_YOUR OBJECTIVE_
The answer must consist of each line below that contains the string "lists".

[Extracted records]

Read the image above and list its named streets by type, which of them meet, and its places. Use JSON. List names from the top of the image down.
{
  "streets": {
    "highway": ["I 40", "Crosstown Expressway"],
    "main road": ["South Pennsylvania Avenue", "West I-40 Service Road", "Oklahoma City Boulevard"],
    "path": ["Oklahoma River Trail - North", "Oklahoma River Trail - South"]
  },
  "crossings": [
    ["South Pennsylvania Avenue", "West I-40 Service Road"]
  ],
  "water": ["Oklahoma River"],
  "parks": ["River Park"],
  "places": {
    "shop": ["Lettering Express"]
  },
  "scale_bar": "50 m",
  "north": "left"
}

--

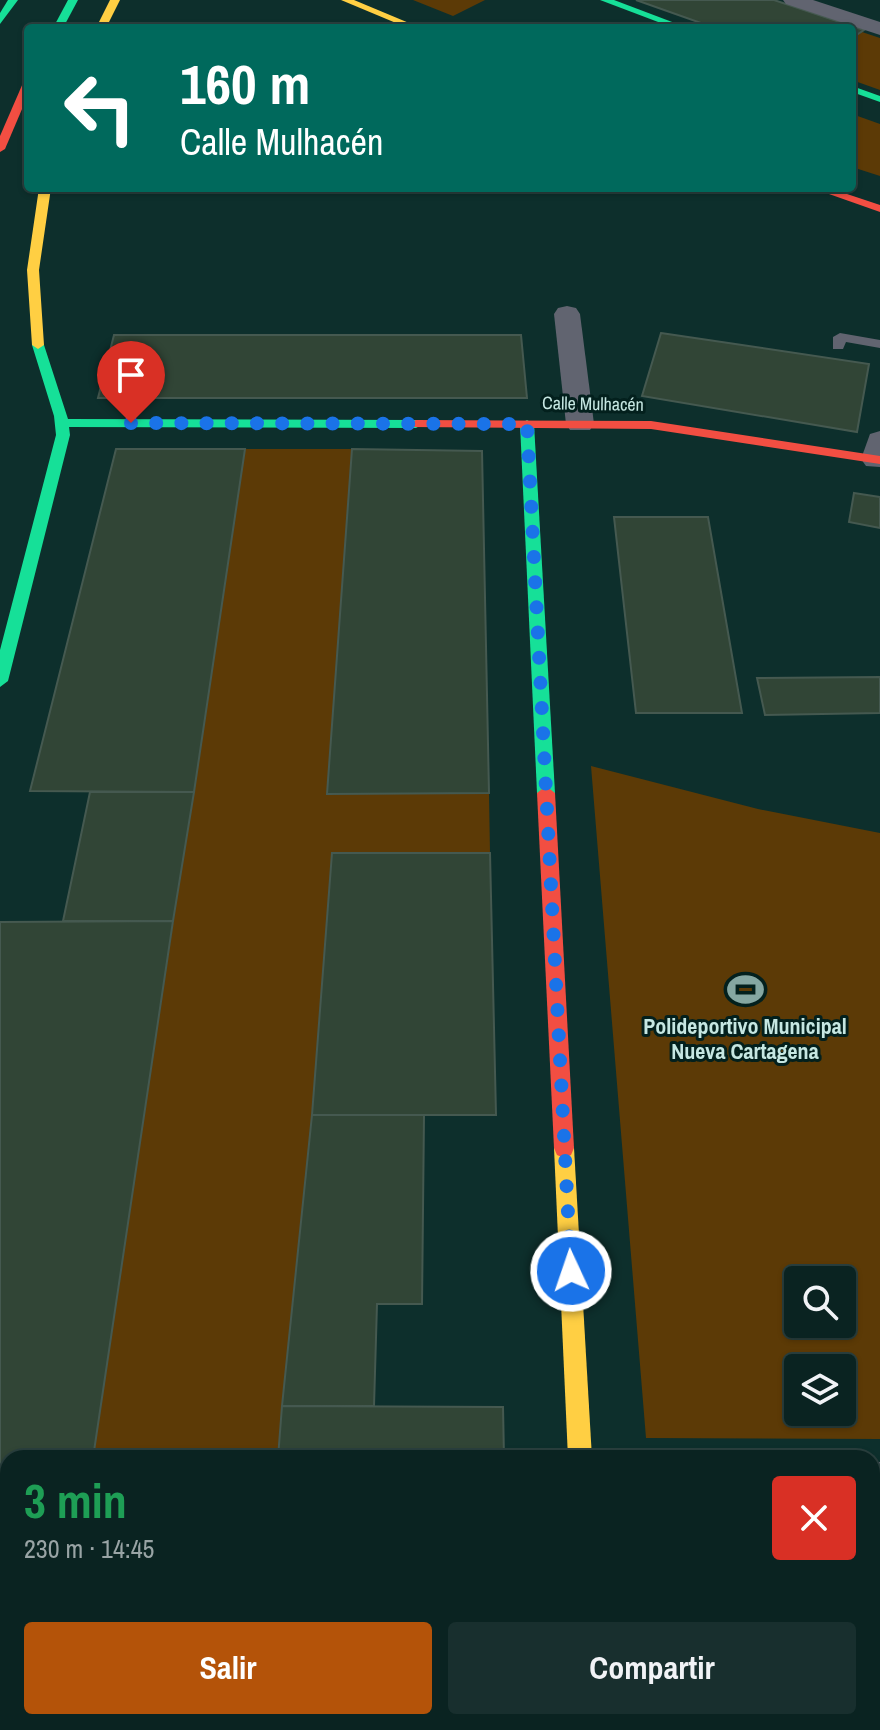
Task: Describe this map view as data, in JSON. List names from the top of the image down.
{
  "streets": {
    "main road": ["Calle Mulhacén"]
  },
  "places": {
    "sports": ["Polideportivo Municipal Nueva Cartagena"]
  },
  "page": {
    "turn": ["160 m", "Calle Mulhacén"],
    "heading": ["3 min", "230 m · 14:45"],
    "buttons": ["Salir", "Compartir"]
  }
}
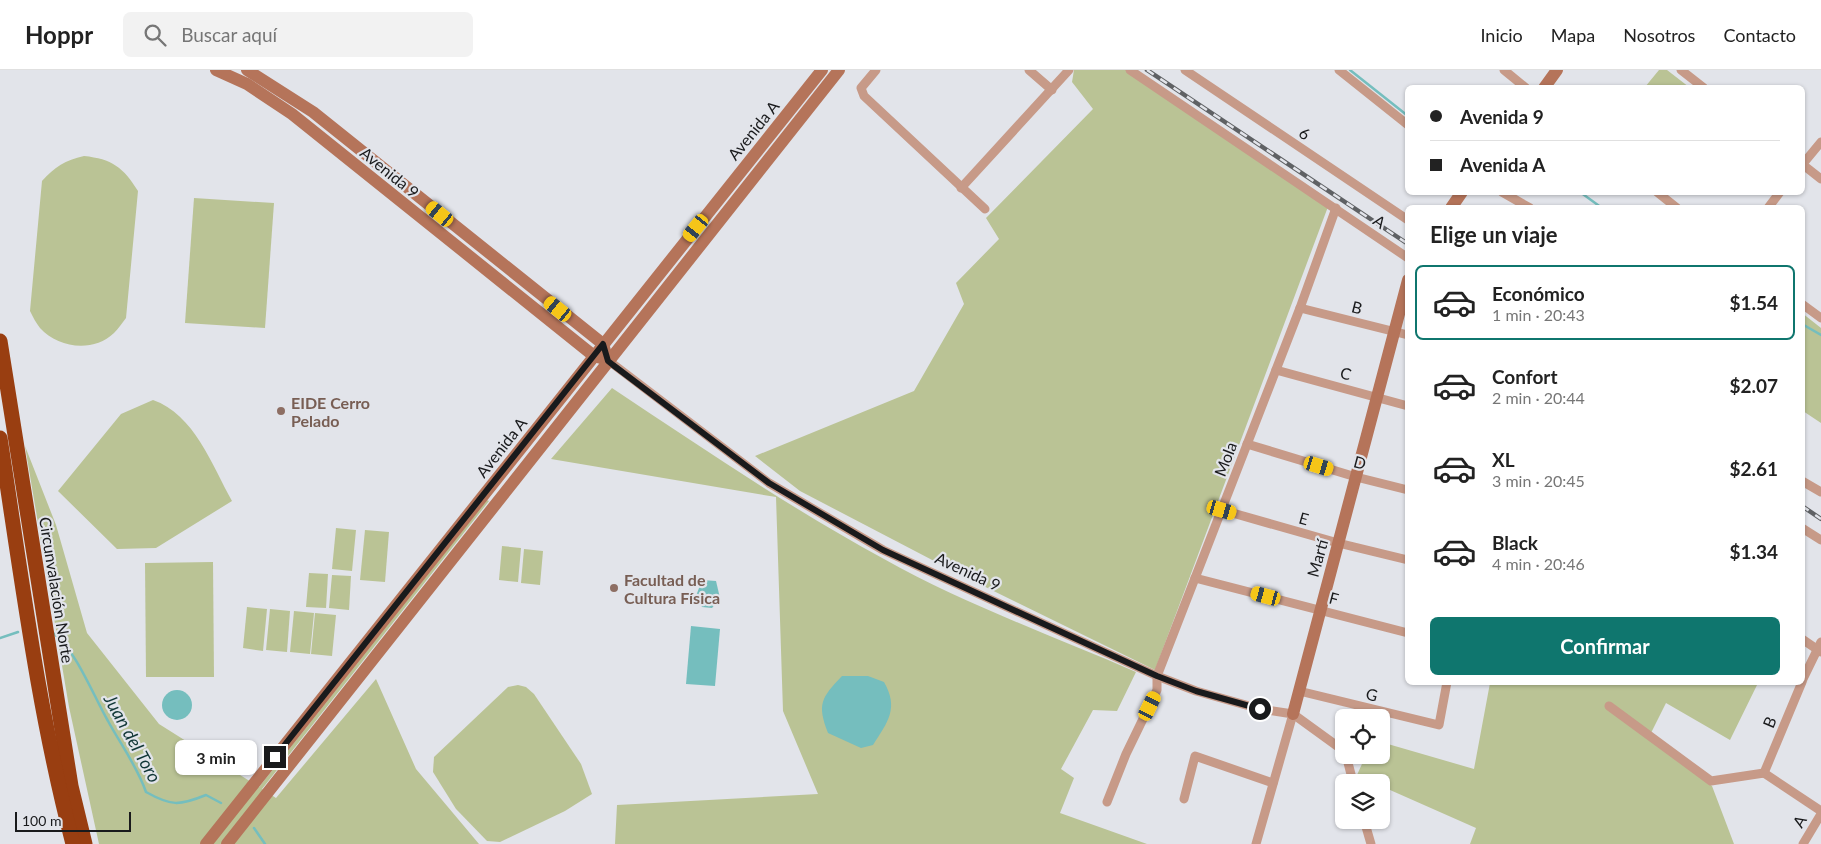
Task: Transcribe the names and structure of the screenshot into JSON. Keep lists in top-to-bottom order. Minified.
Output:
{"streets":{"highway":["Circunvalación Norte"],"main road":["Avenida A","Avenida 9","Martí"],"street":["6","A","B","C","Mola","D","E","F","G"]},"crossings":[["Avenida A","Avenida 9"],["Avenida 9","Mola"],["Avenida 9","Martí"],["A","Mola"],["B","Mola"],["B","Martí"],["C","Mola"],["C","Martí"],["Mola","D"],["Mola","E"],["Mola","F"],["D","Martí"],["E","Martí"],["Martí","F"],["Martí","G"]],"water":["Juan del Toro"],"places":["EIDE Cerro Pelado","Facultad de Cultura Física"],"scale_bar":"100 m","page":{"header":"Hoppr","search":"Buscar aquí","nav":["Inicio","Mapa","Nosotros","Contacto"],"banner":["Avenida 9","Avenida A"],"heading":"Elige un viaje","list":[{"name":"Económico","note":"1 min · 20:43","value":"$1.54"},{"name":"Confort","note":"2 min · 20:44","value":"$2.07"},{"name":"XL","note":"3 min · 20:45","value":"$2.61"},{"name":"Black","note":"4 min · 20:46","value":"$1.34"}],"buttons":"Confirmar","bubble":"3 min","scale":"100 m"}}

---

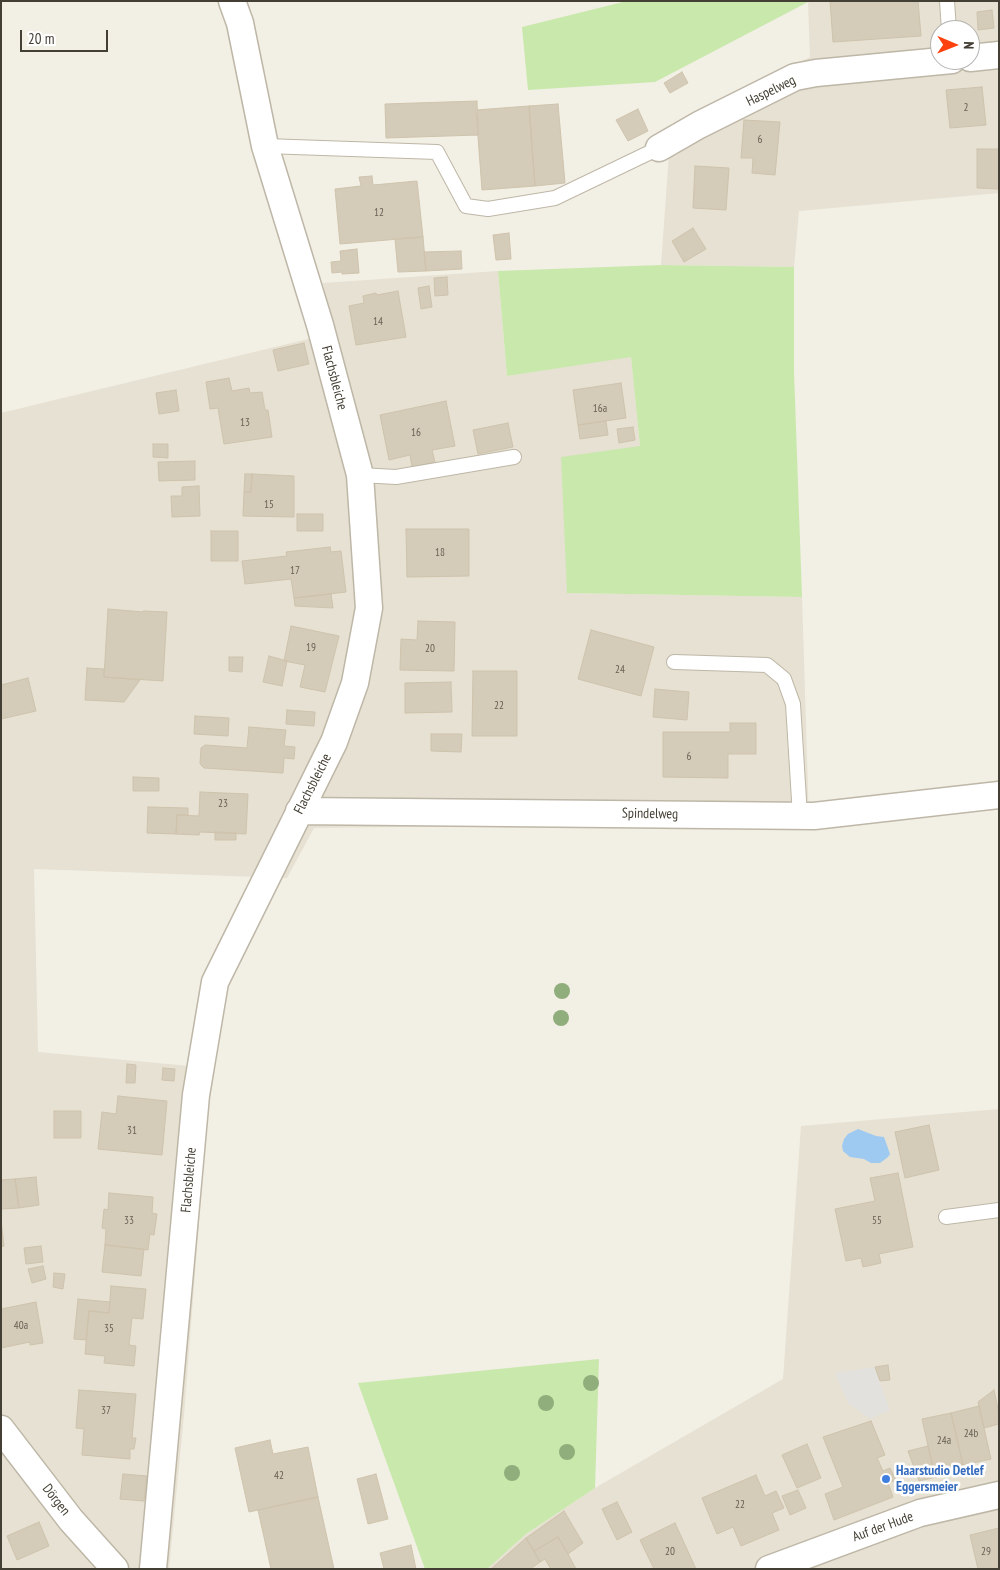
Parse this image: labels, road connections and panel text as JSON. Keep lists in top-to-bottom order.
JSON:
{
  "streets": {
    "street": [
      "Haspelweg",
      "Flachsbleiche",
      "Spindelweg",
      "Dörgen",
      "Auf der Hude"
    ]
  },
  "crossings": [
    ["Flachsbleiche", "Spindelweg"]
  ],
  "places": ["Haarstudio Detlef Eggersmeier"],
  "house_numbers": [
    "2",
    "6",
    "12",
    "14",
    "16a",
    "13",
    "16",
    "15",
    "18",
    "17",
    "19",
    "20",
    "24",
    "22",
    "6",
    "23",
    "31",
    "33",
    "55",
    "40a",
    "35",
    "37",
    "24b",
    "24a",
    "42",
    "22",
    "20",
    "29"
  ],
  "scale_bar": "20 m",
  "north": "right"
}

_ANSWER BOX_
Task: Transcribe the names and structure of the screenshot into JSON. Keep lists in top-to-bottom order. Minified.
Parse this image: labels, road connections and panel text as JSON. Keep lists in top-to-bottom order.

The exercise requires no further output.